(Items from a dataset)
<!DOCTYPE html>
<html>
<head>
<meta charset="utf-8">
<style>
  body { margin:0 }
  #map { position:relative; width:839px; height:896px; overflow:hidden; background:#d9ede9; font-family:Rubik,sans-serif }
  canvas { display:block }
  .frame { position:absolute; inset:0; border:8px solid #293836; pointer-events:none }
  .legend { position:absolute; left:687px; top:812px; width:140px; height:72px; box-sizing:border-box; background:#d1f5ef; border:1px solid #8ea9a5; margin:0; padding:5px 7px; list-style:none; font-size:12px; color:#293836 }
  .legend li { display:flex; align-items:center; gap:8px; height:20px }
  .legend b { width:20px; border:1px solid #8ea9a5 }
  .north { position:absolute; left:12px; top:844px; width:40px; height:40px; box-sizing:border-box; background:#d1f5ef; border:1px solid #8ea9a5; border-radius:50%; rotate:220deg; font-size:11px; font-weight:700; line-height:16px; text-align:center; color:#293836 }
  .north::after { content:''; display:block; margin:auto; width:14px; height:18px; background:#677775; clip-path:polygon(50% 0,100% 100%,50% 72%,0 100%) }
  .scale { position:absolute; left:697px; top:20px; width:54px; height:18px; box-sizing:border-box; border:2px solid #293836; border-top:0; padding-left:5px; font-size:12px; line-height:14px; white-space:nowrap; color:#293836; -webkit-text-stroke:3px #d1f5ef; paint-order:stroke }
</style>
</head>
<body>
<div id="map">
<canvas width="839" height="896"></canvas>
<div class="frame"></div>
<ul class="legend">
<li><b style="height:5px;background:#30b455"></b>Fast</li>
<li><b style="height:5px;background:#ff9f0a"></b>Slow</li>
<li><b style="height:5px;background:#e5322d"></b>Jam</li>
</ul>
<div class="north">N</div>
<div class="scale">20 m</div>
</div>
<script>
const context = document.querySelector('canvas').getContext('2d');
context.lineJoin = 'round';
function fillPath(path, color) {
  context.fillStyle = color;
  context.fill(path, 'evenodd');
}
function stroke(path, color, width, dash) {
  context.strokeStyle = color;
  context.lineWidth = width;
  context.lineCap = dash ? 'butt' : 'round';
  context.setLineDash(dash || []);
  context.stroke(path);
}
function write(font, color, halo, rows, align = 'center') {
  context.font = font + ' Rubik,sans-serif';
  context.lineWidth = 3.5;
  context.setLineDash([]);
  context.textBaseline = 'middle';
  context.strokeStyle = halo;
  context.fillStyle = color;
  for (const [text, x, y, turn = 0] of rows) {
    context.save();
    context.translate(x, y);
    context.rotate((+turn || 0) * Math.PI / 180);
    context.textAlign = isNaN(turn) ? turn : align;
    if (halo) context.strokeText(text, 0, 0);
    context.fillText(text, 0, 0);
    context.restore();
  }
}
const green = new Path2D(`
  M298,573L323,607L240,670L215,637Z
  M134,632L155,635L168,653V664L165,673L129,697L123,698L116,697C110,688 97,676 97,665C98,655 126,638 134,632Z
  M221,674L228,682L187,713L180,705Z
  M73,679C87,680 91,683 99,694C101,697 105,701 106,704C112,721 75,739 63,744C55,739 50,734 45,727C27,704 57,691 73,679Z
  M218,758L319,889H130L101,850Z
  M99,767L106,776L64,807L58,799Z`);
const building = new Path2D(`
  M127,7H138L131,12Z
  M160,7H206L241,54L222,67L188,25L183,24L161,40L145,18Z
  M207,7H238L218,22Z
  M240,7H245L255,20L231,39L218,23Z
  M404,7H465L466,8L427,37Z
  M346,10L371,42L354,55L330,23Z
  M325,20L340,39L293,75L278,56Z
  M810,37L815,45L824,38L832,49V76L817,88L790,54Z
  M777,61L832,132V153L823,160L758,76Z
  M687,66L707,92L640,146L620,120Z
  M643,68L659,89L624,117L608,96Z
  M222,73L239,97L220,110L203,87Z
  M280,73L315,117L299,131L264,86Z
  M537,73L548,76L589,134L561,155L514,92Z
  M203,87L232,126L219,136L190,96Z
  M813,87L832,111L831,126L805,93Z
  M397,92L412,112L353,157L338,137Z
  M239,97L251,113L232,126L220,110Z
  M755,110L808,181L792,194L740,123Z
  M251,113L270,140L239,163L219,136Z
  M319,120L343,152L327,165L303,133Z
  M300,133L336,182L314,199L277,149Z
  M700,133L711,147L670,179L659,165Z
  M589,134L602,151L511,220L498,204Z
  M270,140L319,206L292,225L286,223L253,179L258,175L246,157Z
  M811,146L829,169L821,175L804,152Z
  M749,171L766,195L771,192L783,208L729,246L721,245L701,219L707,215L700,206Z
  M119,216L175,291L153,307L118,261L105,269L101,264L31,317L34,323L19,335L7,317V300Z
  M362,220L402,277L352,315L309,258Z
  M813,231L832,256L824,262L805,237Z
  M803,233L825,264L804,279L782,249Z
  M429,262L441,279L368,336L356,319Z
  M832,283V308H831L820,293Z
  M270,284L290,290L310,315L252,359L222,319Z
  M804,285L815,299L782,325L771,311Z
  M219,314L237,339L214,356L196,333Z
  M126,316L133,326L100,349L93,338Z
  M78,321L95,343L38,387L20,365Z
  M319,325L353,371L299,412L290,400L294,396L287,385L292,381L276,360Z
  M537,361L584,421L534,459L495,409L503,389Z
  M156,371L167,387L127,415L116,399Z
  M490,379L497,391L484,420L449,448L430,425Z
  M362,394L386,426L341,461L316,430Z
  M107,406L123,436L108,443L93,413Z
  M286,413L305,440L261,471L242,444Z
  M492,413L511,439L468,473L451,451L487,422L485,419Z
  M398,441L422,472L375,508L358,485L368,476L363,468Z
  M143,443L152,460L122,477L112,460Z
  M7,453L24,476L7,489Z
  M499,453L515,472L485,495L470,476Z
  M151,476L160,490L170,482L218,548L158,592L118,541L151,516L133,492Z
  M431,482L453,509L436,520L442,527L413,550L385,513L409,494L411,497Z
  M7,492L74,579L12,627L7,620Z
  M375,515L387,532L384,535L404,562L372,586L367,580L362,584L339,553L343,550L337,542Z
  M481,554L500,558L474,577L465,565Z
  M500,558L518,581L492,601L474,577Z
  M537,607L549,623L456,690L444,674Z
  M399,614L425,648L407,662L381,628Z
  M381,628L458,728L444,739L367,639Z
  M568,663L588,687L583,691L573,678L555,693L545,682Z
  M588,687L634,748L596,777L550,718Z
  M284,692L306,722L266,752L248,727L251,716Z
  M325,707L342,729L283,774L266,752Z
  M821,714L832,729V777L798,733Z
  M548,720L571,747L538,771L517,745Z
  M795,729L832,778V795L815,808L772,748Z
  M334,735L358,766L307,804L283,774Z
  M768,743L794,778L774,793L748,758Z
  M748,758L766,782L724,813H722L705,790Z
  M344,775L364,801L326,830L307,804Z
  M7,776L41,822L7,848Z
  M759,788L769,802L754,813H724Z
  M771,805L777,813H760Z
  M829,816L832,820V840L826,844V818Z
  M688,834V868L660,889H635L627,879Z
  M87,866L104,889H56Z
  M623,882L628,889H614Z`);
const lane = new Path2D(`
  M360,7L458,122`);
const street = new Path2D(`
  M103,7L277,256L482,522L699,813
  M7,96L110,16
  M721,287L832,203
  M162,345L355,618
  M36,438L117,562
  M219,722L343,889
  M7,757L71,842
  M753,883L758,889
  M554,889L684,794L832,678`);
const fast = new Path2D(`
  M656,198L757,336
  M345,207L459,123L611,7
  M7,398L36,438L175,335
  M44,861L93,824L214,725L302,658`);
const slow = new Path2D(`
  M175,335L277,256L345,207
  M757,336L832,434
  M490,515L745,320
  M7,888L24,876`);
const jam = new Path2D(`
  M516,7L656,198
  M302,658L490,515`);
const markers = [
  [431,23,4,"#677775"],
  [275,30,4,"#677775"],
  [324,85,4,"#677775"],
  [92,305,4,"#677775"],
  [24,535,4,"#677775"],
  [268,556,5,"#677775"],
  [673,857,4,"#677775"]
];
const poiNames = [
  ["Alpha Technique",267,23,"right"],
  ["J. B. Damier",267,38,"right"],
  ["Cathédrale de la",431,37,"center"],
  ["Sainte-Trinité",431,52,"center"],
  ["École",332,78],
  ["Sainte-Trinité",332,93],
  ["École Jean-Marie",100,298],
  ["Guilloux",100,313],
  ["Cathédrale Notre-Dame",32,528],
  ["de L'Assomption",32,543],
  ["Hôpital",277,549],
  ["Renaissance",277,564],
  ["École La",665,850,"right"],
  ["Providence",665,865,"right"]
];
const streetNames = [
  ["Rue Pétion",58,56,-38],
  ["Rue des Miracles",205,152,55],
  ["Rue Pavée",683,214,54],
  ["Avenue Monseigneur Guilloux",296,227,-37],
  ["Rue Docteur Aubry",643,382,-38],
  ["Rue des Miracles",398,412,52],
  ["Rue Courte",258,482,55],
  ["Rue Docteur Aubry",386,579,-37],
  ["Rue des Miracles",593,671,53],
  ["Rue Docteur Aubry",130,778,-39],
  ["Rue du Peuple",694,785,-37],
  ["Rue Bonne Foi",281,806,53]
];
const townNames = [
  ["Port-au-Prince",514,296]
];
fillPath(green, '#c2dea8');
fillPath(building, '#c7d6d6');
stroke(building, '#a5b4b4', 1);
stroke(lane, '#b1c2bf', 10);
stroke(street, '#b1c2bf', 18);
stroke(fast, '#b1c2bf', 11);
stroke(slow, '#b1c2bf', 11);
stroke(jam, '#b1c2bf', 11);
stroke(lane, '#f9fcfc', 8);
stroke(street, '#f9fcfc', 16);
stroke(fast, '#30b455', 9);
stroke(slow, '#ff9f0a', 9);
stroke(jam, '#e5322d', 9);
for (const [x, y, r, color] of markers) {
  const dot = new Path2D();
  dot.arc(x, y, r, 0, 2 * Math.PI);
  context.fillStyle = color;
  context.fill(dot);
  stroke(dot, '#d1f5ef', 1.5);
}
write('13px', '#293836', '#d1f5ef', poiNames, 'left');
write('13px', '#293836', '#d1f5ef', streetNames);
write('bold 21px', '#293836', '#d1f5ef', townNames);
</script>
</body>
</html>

**Aim of the exercise**
Count the lines in the records that contain the word "halo", and give only that number.

**Response**
3